In this section we will review some of the general problems underlying example-based approaches to MT. Starting with the need for a database of examples, i.e. parallel corpora, we then discuss how to choose appropriate examples for the database, how they should be stored, various methods for matching new inputs against this database, what to do with the examples once they have been selected, and finally, some general computational problems regarding speed and efficiency.
3.1Parallel corpora
Since EBMT is corpus-based MT, the first thing that is needed is a parallel aligned corpus.3 Machine-readable parallel corpora in this sense are quite easy to come by: EBMT systems are often felt to be best suited to a sublanguage approach, and an existing corpus of translations can often serve to define implicitly the sublanguage which the system can handle. Researchers may build up their own parallel corpus or may locate such corpora in the public domain. The Canadian and Hong Kong parliaments both provide huge bilingual corpora in the form of their parliamentary proceedings, the European Union is a good source of multilingual documents, while of course many World Wide Web pages are available in two or more languages (cf. Resnik, 1998).

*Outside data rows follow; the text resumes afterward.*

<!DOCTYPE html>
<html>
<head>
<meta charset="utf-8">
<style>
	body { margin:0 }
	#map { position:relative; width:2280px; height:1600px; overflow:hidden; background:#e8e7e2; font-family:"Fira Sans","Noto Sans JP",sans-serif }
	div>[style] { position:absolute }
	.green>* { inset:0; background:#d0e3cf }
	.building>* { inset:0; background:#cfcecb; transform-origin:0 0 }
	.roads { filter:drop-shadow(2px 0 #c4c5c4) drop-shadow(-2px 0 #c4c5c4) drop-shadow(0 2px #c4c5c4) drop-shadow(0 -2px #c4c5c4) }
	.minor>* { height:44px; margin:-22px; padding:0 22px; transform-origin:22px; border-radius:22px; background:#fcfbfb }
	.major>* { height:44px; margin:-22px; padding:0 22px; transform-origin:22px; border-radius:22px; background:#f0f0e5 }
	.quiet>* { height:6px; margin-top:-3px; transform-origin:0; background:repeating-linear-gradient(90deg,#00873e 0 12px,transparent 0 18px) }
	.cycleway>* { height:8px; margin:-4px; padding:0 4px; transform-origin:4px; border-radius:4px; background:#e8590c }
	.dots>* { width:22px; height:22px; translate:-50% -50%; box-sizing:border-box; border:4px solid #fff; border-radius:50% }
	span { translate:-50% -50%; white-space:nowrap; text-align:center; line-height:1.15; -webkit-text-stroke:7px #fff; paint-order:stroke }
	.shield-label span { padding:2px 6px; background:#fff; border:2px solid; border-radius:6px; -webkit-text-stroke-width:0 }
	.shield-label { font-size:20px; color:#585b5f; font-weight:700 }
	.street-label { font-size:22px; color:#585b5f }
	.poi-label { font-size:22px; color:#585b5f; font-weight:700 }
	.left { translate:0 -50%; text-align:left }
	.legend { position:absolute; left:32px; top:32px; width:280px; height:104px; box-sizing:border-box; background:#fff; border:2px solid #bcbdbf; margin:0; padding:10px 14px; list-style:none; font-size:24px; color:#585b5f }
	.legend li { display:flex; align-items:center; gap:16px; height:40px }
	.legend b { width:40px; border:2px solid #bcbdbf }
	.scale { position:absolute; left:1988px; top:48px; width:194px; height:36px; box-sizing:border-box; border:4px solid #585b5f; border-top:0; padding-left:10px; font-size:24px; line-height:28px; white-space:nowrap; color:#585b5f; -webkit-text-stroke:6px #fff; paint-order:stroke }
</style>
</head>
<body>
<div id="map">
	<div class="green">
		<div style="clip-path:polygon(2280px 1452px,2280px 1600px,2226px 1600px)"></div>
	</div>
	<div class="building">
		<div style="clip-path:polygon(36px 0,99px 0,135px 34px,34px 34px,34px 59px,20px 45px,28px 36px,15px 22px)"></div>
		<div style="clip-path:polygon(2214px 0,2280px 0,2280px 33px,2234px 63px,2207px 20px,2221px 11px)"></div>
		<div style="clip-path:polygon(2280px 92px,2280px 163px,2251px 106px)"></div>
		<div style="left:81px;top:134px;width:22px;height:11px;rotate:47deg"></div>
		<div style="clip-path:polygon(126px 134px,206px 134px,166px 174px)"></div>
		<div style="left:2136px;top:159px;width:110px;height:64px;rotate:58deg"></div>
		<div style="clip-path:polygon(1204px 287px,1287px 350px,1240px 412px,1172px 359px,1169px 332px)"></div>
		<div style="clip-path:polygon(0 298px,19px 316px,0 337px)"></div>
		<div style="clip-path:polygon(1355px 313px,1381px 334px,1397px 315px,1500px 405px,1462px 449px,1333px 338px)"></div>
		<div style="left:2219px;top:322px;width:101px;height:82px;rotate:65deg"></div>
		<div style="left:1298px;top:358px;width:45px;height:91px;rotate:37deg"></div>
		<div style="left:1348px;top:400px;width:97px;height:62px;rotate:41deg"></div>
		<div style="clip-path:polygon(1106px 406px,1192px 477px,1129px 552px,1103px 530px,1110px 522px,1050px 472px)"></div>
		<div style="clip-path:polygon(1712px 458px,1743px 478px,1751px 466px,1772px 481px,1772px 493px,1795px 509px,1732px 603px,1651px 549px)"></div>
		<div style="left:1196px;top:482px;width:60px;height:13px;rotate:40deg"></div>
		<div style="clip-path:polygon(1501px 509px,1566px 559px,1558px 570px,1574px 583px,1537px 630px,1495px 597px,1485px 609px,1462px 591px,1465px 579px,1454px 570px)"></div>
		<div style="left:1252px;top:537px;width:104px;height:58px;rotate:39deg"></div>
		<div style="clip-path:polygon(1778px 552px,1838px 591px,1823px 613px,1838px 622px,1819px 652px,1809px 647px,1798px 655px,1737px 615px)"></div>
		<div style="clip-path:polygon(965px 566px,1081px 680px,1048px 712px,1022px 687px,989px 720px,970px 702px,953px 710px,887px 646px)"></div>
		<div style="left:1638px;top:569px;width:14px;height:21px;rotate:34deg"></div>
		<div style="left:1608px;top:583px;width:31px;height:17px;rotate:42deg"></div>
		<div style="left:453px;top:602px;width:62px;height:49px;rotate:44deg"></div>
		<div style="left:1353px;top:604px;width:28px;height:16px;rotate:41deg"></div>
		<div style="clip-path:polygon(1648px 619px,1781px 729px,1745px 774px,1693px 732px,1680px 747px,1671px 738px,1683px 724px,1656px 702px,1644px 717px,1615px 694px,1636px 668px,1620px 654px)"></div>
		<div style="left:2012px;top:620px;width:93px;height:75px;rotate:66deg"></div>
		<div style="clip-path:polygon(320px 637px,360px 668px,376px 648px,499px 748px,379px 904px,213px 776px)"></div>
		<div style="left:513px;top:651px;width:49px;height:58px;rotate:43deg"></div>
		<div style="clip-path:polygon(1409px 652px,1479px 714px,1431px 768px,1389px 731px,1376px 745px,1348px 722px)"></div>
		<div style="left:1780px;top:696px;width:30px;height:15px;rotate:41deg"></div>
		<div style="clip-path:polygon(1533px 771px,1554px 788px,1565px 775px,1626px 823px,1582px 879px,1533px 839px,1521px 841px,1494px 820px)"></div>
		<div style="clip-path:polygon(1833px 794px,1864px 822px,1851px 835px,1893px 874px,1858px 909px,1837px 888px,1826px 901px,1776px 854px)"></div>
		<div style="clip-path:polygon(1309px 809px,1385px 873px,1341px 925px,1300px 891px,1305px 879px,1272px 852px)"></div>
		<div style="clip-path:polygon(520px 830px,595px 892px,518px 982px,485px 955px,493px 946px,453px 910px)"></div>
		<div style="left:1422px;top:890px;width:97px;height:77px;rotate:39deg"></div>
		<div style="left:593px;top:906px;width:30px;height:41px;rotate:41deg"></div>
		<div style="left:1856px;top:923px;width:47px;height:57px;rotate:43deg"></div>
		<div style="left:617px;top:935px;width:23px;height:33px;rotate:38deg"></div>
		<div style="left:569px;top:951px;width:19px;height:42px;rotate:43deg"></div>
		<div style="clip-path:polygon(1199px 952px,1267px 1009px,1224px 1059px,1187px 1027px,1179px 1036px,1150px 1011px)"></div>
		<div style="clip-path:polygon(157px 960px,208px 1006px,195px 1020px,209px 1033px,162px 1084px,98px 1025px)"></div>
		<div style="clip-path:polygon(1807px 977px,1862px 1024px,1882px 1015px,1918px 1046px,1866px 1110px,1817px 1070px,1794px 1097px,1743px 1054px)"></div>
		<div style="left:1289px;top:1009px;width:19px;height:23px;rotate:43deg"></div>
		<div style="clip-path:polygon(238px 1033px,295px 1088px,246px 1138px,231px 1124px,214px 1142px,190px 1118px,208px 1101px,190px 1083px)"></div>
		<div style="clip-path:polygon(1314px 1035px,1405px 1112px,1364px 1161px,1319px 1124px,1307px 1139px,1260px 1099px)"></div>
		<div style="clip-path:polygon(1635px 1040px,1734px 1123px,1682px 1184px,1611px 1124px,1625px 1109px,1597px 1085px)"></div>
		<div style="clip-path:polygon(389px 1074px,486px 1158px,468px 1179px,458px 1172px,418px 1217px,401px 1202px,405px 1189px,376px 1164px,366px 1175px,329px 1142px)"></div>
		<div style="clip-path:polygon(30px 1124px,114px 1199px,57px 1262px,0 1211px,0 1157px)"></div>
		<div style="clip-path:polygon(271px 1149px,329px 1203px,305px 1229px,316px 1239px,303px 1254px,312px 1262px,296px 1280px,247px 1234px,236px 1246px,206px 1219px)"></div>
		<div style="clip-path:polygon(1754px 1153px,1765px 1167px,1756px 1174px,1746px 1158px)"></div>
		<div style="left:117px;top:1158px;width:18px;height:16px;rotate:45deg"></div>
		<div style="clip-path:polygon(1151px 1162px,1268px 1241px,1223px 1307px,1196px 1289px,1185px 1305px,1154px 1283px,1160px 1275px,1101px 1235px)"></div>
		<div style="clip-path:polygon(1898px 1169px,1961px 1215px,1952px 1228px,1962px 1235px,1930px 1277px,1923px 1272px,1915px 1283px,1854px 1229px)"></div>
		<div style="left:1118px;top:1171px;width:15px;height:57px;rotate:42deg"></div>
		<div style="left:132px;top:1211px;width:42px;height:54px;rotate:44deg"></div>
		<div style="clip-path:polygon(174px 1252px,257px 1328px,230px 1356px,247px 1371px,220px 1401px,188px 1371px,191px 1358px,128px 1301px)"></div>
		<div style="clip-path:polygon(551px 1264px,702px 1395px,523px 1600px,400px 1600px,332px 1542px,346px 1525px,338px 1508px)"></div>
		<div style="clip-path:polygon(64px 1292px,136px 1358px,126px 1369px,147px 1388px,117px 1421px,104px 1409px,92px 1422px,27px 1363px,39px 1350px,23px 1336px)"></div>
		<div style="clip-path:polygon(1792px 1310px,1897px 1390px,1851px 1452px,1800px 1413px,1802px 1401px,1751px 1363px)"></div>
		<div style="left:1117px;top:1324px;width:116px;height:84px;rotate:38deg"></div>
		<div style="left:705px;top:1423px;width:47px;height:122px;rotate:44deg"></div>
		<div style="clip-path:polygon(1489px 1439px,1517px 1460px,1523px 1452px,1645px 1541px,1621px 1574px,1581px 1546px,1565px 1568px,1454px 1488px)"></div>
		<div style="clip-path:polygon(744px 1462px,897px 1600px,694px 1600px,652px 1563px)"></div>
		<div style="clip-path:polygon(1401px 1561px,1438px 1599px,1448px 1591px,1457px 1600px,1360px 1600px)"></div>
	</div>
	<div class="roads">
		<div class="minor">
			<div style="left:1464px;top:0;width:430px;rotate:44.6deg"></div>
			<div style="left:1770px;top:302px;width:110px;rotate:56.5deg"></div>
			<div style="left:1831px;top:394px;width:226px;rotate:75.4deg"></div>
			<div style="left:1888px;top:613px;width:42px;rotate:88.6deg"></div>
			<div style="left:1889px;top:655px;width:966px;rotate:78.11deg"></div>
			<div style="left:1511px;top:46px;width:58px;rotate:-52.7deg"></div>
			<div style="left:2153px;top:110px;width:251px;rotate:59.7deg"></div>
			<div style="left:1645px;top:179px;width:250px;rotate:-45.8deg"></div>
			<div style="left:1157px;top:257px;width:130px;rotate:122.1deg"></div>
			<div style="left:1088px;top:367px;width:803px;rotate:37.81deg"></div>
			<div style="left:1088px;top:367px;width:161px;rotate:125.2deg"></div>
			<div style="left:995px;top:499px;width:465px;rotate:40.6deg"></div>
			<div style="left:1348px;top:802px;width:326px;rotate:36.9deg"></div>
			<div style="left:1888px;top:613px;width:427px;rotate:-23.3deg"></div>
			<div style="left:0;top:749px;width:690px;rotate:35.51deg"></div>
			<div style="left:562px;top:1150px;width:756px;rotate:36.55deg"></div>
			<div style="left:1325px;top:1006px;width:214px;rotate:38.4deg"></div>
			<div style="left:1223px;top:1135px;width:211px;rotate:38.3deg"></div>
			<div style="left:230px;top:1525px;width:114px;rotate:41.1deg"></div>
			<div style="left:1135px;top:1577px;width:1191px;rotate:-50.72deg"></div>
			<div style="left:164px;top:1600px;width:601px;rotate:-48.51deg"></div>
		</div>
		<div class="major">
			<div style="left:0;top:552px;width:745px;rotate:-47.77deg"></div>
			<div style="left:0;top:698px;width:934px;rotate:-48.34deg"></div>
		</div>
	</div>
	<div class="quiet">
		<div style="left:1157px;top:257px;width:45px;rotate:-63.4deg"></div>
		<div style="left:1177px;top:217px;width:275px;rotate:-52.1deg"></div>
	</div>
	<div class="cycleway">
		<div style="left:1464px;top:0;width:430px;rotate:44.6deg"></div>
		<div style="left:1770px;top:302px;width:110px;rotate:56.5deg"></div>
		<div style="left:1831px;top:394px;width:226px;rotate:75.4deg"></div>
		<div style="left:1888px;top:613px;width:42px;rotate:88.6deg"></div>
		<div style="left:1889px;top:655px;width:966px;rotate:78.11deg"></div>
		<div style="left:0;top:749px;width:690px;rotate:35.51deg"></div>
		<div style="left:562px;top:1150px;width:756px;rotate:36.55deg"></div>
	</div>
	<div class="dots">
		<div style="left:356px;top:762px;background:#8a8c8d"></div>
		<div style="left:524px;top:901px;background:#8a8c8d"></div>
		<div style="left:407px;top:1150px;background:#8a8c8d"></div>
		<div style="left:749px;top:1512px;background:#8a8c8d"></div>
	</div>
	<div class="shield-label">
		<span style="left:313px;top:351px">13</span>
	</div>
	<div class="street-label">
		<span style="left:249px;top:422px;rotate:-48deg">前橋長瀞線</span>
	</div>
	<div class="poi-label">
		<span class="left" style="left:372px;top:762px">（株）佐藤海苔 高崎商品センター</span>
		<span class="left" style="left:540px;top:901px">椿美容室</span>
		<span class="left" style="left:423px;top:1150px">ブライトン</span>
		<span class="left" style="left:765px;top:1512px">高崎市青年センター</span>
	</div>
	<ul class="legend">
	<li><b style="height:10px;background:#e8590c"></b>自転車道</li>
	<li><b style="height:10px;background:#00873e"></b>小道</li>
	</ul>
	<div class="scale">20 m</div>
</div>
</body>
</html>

Not all these resources necessarily meet the sublanguage criterion, of course.
Once a suitable corpus has been located, there remains the problem of aligning it, i.e. identifying at a finer granularity which segments (typically sentences) correspond to each other. There is a rapidly growing literature on this problem (Fung & McKeown, 1997, includes a reasonable overview and bibliography; see also Somers, 1998) which can range from relatively straightforward for “well behaved” parallel corpora, to quite difficult, especially for typologically different languages and/or those which do not share the same writing system.
The alignment problem can of course be circumvented by building the example database manually, as is sometimes done for TMs, when sentences and their translations are added to the memory as they are typed in by the translator.
As Nirenburg et al. (1993) point out, the task of locating appropriate matches as the first step in EBMT involves a trade-off bewteen length and similarity. As they put it:
The longer the matched passages, the lower the probability of a complete match (..). The shorter the passages, the greater the probability of ambiguity (one and the same S can correspond to more than one passage T) and the greater the danger that the resulting translation will be of low quality, due to passage boundary friction and incorrect chunking. (Nirenburg et al., 1993:48)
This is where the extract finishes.